### Problem requirements
Going from the line that contains "Annotate the map: name" to the last line of the material below, repeat every line exactly.

### Exercise materials
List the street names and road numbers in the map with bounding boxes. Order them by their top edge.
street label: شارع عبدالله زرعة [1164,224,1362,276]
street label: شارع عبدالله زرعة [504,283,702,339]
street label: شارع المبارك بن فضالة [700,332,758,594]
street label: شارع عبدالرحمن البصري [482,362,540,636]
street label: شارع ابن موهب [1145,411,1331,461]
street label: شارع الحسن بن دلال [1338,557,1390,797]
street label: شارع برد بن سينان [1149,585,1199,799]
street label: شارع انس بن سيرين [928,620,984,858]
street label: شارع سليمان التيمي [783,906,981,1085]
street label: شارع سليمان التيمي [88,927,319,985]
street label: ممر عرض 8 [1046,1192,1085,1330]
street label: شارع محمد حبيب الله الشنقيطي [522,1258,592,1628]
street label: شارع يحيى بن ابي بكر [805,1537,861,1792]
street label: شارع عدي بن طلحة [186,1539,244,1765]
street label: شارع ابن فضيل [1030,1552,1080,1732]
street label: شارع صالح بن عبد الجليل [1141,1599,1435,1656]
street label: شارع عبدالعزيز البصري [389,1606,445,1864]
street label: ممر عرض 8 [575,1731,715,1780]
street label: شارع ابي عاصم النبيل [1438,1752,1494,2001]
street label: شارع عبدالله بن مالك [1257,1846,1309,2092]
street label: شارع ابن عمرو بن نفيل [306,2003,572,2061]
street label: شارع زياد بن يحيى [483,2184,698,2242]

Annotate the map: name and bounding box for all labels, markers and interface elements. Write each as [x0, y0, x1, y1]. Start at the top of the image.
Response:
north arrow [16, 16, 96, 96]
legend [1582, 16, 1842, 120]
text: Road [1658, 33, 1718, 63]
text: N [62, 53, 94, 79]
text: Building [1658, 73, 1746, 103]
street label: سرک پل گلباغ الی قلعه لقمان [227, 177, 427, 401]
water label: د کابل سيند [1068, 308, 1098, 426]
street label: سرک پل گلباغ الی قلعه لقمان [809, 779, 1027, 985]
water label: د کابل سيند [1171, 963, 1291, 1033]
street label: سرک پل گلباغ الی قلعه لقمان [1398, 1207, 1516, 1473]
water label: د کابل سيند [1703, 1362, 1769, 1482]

### Exercise answer
Annotate the map: name and bounding box for all labels, markers and interface elements. Write each as [x0, y0, x1, y1]. Start at the top of the image.
Response:
north arrow [16, 16, 96, 96]
legend [1582, 16, 1842, 120]
text: Road [1658, 33, 1718, 63]
text: N [62, 53, 94, 79]
text: Building [1658, 73, 1746, 103]
street label: سرک پل گلباغ الی قلعه لقمان [227, 177, 427, 401]
water label: د کابل سيند [1068, 308, 1098, 426]
street label: سرک پل گلباغ الی قلعه لقمان [809, 779, 1027, 985]
water label: د کابل سيند [1171, 963, 1291, 1033]
street label: سرک پل گلباغ الی قلعه لقمان [1398, 1207, 1516, 1473]
water label: د کابل سيند [1703, 1362, 1769, 1482]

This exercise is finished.